◆ What to work on ◆
Copy out the lines below that hold the word "Drive".
====================
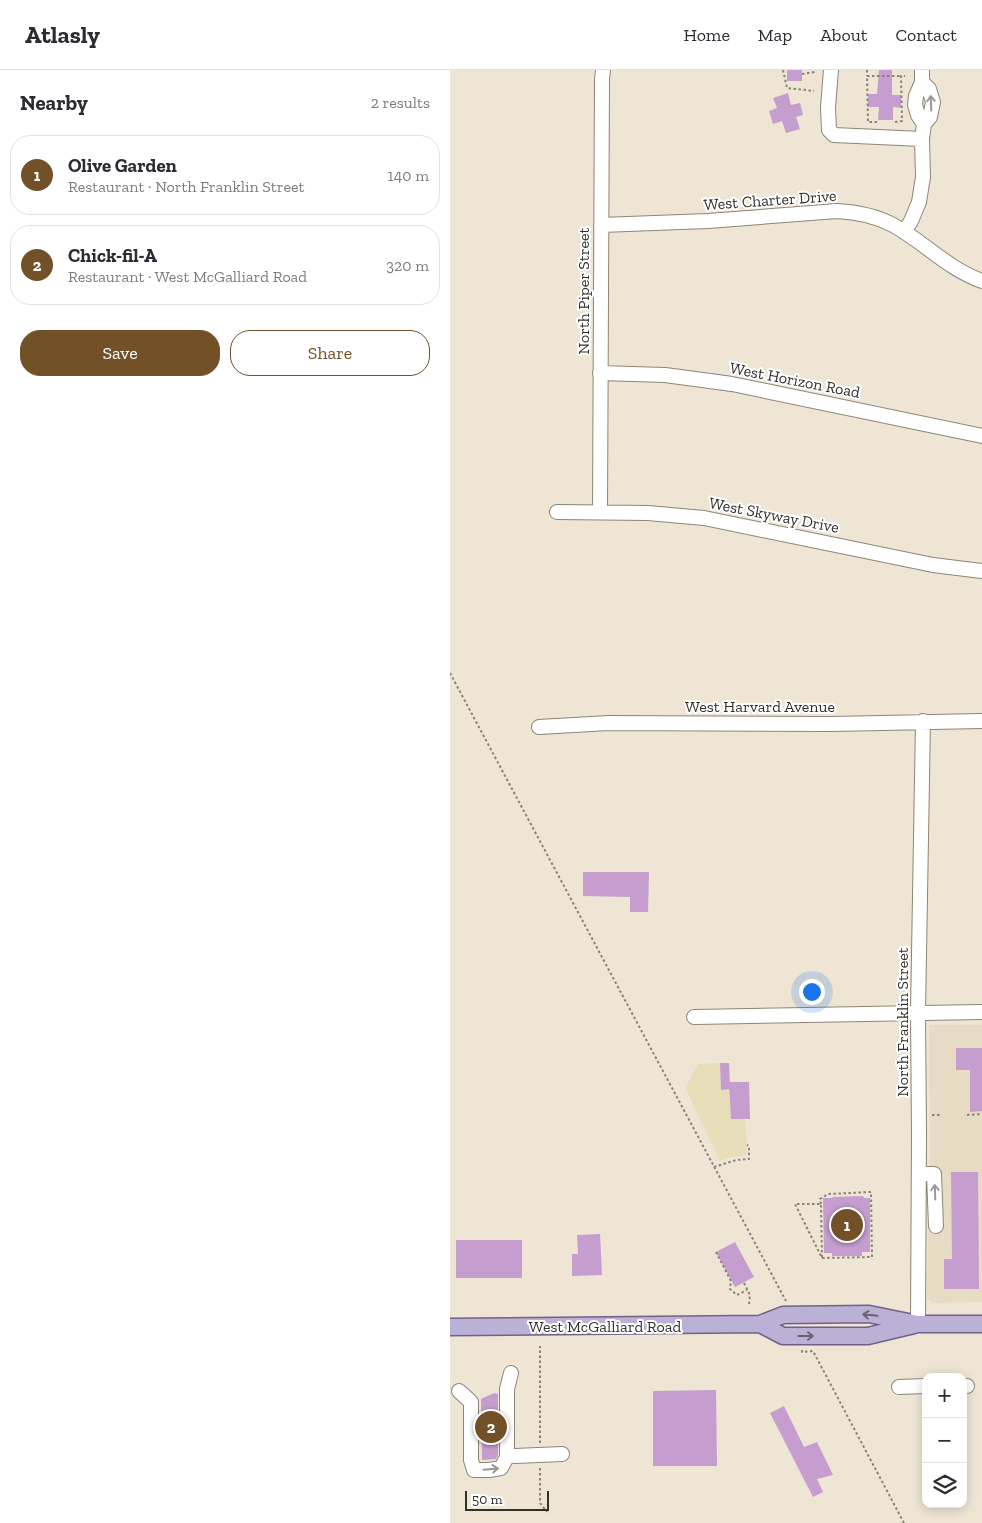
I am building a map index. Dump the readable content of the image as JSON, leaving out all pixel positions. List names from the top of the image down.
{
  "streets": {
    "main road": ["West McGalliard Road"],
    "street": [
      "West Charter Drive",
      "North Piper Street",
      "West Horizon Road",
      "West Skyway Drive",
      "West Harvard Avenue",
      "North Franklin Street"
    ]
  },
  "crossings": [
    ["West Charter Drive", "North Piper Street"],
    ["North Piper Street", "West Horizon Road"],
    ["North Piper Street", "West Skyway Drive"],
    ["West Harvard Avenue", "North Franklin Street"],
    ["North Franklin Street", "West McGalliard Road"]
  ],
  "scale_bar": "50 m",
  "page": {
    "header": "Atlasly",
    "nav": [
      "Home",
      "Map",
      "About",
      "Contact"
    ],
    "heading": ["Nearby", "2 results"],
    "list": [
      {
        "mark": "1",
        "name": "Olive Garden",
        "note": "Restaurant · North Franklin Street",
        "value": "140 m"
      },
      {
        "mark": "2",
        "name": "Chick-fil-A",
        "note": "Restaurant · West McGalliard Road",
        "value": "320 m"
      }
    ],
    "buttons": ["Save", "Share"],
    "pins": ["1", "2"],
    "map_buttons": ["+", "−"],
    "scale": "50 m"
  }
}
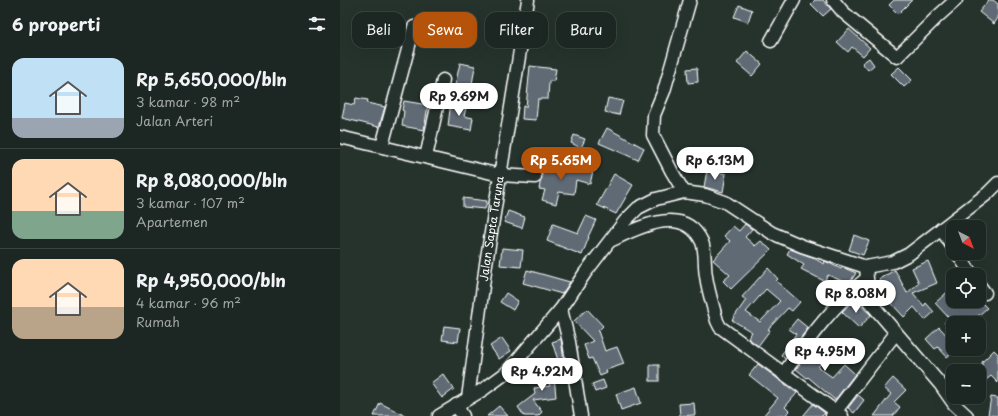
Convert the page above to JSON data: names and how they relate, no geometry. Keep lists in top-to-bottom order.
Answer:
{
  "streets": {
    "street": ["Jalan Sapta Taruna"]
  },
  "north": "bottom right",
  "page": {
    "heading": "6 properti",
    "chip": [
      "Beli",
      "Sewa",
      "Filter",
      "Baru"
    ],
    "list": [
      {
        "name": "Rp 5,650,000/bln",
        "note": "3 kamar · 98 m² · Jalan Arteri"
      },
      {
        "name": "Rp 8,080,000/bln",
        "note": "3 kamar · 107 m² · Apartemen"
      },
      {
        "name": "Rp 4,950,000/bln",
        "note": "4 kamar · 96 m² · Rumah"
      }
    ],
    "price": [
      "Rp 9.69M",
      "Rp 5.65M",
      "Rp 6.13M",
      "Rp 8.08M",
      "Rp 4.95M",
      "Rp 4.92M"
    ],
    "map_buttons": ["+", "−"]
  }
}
====================
◆ Answer ◆
      "West Charter Drive",
      "West Skyway Drive",
    ["West Charter Drive", "North Piper Street"],
    ["North Piper Street", "West Skyway Drive"],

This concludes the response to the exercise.